(Supplied records)

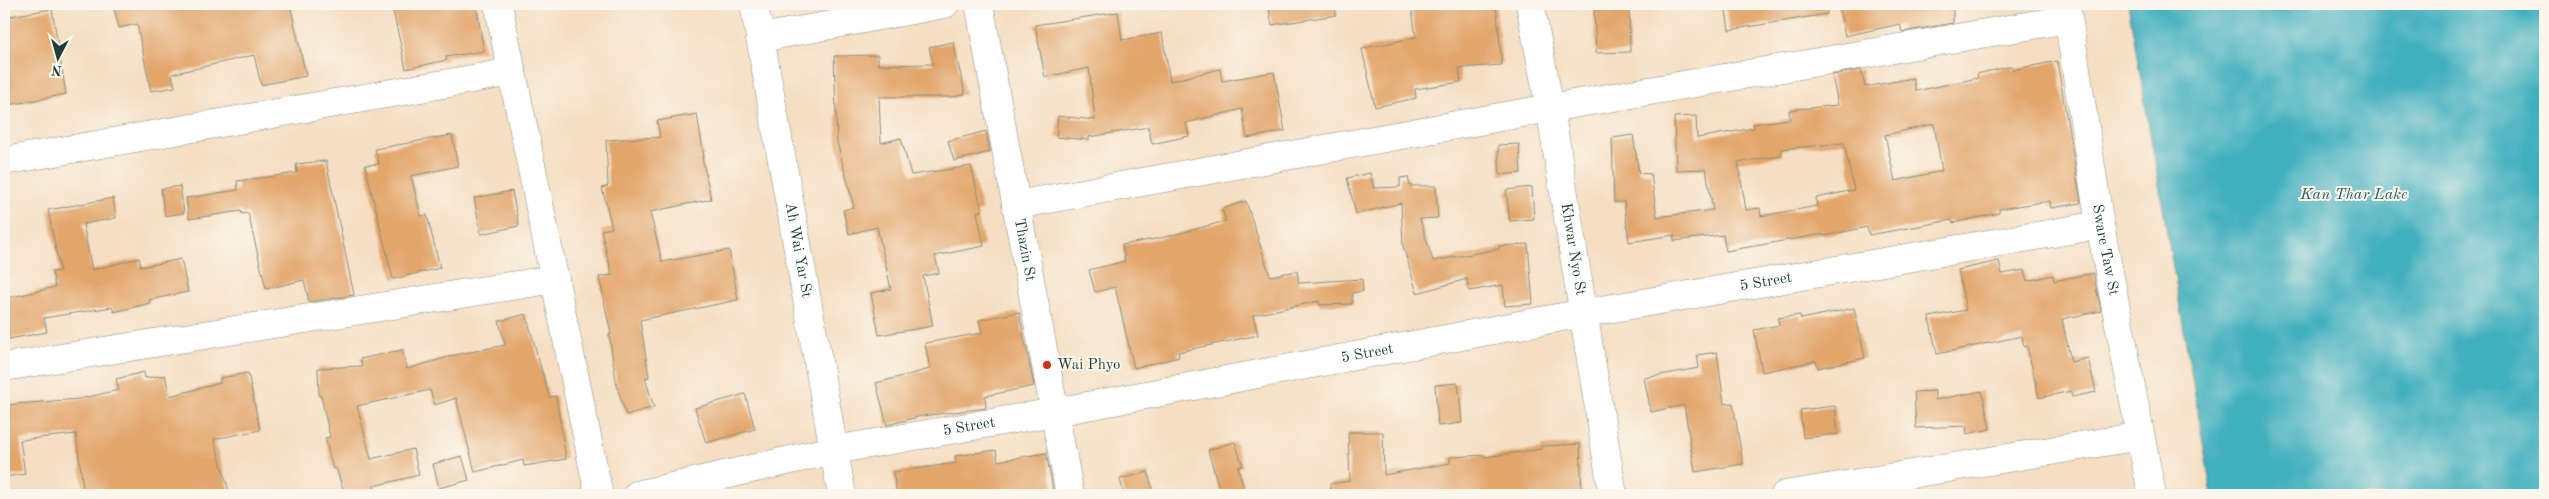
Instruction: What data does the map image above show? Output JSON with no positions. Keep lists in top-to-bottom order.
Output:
{
  "streets": {
    "street": [
      "Ah Wai Yar St",
      "Thazin St",
      "Khwar Nyo St",
      "Sware Taw St",
      "5 Street"
    ]
  },
  "crossings": [
    ["Ah Wai Yar St", "5 Street"],
    ["Thazin St", "5 Street"],
    ["Khwar Nyo St", "5 Street"],
    ["Sware Taw St", "5 Street"]
  ],
  "water": ["Kan Thar Lake"],
  "places": ["Wai Phyo"],
  "north": "bottom"
}
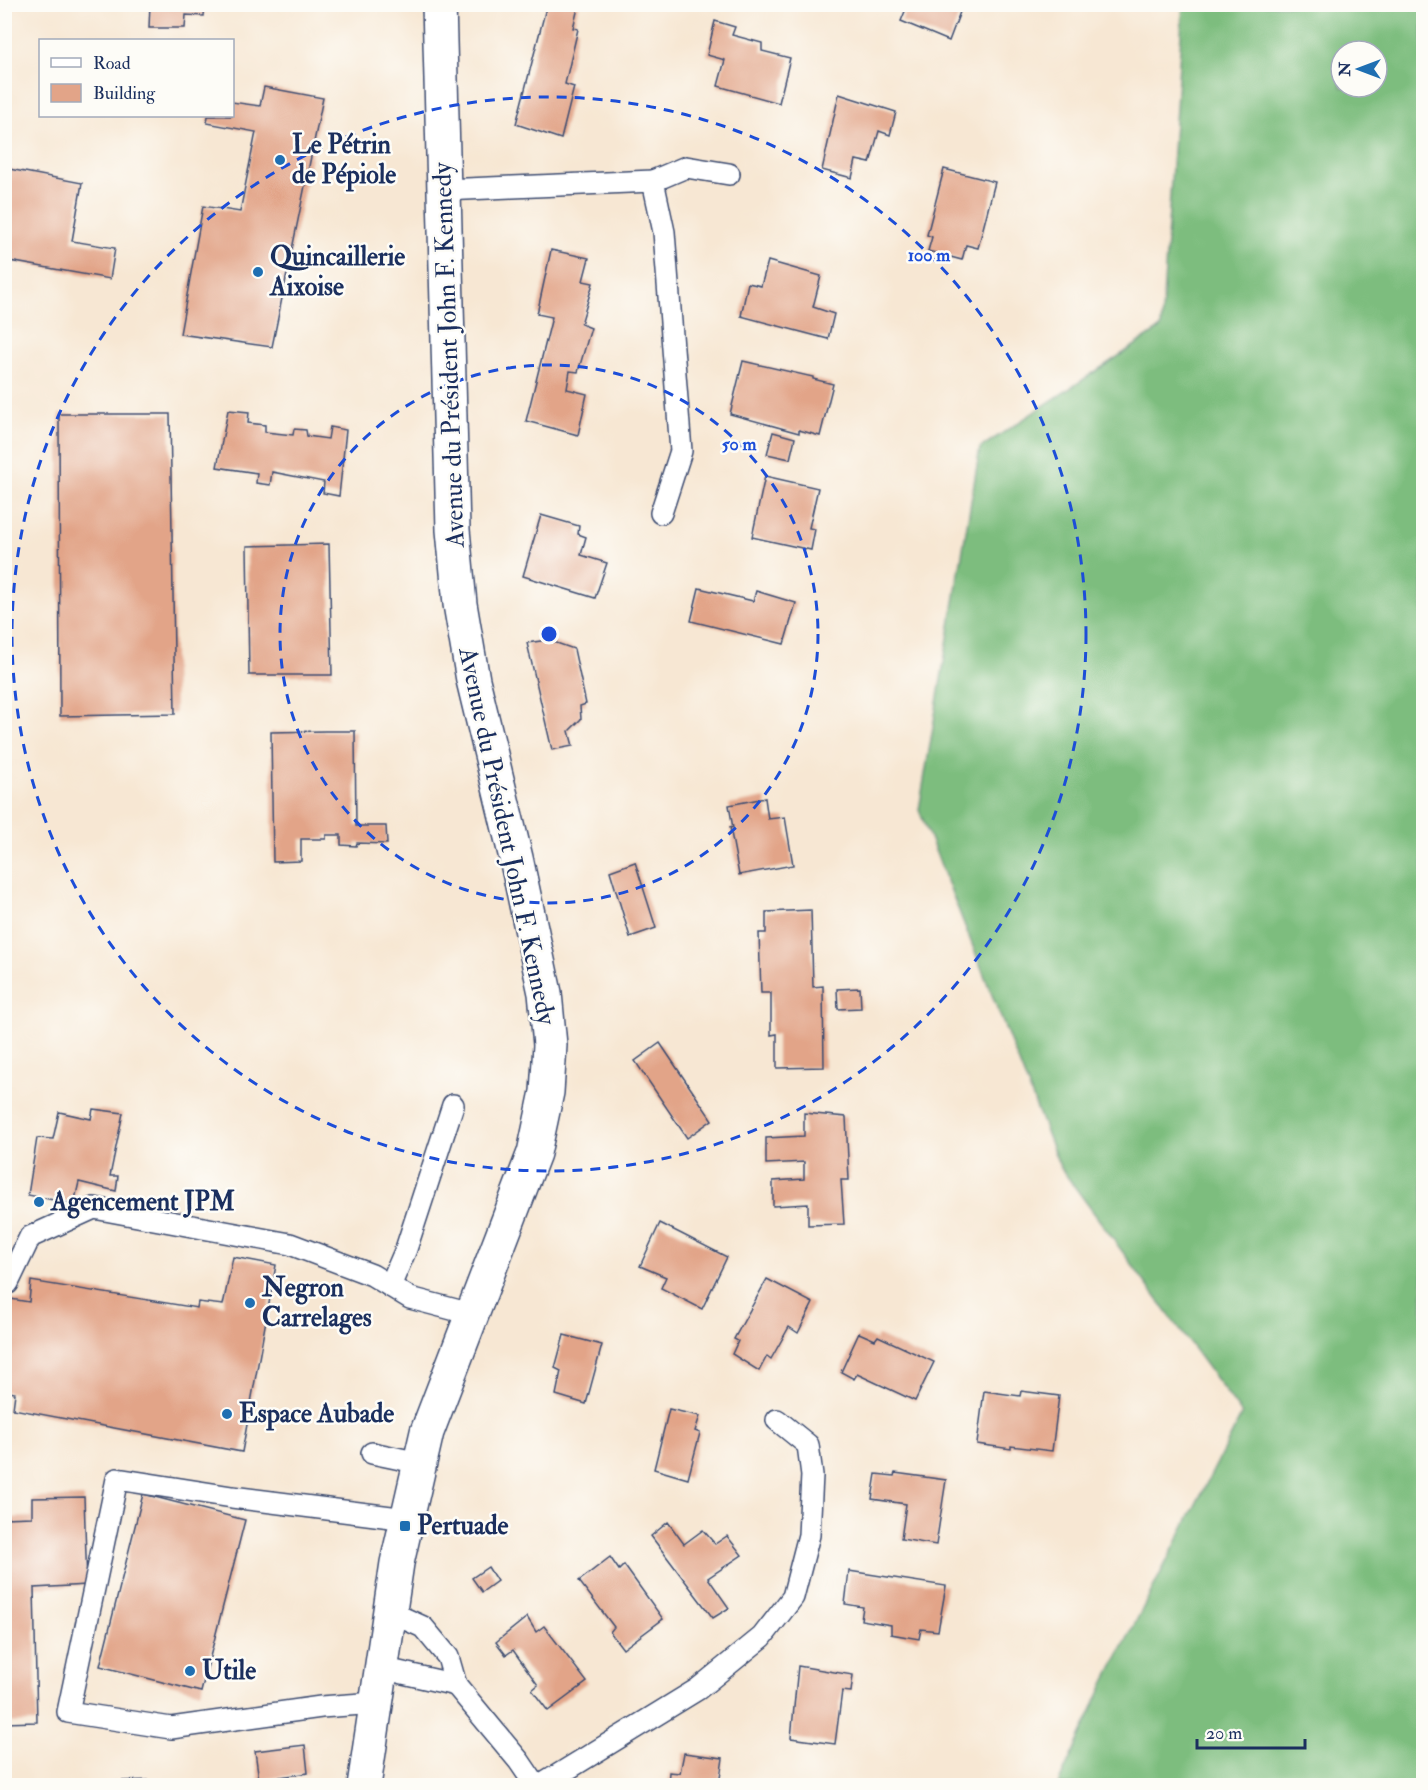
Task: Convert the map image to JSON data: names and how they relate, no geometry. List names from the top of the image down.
{
  "streets": {
    "main road": ["Avenue du Président John F. Kennedy"]
  },
  "places": {
    "other": [
      "Le Pétrin de Pépiole",
      "Quincaillerie Aixoise",
      "Agencement JPM",
      "Negron Carrelages",
      "Espace Aubade",
      "Utile"
    ],
    "transit": ["Pertuade"]
  },
  "legend": ["Road", "Building"],
  "scale_bar": "20 m",
  "north": "left",
  "rings": ["100 m", "50 m"]
}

(End Supplied records)

| Exercise directions |
Quote every line of the records above exactly; no picture is to be copied.

| Solution to this exercise |
Instruction: What data does the map image above show? Output JSON with no positions. Keep lists in top-to-bottom order.
Output:
{
  "streets": {
    "street": [
      "Ah Wai Yar St",
      "Thazin St",
      "Khwar Nyo St",
      "Sware Taw St",
      "5 Street"
    ]
  },
  "crossings": [
    ["Ah Wai Yar St", "5 Street"],
    ["Thazin St", "5 Street"],
    ["Khwar Nyo St", "5 Street"],
    ["Sware Taw St", "5 Street"]
  ],
  "water": ["Kan Thar Lake"],
  "places": ["Wai Phyo"],
  "north": "bottom"
}
Task: Convert the map image to JSON data: names and how they relate, no geometry. List names from the top of the image down.
{
  "streets": {
    "main road": ["Avenue du Président John F. Kennedy"]
  },
  "places": {
    "other": [
      "Le Pétrin de Pépiole",
      "Quincaillerie Aixoise",
      "Agencement JPM",
      "Negron Carrelages",
      "Espace Aubade",
      "Utile"
    ],
    "transit": ["Pertuade"]
  },
  "legend": ["Road", "Building"],
  "scale_bar": "20 m",
  "north": "left",
  "rings": ["100 m", "50 m"]
}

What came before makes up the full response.